_Dataset entries:_
________________________________________

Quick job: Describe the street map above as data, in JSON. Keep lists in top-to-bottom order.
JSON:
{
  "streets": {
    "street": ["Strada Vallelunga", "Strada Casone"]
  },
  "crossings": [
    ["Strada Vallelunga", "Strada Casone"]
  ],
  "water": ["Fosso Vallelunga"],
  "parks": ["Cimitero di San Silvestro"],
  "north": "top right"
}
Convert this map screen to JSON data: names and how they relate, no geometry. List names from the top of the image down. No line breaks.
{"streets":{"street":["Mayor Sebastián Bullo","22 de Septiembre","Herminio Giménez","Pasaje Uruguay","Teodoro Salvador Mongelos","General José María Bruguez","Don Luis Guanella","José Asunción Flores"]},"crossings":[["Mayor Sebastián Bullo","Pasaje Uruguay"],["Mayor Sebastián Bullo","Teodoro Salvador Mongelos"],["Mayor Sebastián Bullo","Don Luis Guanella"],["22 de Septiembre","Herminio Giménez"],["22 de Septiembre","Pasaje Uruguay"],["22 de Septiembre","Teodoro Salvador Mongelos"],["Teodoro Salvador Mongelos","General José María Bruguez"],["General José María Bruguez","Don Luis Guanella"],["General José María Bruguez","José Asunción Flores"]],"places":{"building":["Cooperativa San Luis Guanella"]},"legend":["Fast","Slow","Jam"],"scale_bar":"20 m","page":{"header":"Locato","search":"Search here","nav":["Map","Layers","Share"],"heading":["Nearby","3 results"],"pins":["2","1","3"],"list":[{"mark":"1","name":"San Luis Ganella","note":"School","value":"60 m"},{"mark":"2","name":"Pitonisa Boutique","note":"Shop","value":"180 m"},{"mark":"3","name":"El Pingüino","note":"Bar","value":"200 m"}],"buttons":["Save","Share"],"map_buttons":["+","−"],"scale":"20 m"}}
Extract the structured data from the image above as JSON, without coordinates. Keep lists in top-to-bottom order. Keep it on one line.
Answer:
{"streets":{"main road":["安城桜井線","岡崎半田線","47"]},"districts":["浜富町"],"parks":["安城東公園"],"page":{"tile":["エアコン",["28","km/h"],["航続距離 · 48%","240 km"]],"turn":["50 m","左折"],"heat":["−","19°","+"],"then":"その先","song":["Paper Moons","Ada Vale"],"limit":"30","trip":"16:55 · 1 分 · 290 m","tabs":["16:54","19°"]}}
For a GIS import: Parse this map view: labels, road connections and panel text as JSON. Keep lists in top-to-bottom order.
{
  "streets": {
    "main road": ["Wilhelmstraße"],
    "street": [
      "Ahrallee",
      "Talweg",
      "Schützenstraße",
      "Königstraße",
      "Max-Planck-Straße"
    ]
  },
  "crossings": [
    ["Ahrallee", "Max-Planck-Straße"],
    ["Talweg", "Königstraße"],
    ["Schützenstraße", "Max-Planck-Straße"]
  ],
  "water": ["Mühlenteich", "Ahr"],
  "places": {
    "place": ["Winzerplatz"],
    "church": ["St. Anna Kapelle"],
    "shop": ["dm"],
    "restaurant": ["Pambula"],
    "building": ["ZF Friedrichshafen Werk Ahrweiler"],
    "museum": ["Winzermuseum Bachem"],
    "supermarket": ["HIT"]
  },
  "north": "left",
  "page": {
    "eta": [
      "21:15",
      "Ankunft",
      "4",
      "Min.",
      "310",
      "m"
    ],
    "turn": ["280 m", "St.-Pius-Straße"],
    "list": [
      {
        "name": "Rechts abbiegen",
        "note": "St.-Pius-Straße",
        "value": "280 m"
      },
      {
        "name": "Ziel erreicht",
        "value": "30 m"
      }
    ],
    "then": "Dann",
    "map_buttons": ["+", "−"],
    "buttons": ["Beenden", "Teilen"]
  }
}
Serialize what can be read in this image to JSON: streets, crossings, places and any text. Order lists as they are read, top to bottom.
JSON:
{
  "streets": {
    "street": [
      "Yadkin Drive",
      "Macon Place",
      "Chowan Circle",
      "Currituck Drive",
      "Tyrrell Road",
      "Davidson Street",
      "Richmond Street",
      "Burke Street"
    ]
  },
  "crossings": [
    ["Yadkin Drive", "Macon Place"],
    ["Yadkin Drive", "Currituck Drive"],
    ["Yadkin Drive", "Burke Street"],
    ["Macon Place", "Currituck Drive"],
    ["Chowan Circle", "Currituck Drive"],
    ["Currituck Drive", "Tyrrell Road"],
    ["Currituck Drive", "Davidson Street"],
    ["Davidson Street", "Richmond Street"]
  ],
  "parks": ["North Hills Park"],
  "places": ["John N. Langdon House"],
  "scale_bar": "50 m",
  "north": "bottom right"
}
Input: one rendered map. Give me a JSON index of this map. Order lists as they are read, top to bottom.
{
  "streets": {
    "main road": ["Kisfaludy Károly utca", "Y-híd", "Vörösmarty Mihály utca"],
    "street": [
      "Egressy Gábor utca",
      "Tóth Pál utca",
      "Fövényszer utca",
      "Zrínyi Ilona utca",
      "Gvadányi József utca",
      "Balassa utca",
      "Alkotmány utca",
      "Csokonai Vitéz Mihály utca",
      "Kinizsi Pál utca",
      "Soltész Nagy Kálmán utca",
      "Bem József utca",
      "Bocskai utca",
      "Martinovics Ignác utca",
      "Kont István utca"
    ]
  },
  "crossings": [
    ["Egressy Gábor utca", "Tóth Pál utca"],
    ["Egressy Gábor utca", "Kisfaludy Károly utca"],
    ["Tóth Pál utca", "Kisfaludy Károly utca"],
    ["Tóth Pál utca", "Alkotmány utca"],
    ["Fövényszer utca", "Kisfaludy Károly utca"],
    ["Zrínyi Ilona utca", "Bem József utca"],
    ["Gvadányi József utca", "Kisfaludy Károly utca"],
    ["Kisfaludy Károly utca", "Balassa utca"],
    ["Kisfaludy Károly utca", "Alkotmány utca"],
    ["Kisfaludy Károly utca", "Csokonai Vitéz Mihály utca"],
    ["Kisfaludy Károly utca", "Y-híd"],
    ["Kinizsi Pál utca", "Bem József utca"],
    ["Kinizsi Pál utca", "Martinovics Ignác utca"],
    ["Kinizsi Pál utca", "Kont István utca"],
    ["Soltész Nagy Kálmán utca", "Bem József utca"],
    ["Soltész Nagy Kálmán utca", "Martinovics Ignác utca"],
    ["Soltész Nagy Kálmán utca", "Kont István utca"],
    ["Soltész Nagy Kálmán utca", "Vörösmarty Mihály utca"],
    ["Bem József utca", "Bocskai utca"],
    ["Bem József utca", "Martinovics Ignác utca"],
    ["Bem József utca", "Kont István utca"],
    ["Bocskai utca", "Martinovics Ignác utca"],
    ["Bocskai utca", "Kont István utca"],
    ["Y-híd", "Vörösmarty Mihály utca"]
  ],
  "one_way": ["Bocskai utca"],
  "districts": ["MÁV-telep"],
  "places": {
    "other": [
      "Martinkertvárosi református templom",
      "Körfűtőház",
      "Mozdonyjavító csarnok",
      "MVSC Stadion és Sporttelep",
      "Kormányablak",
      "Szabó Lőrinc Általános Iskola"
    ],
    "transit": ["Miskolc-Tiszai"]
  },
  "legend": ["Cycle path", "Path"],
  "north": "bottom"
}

________________________________________

_Brief:_
Each line of the entries where the string "Balassa" occurs should be shown.

_Finished task:_
      "Balassa utca",
    ["Kisfaludy Károly utca", "Balassa utca"],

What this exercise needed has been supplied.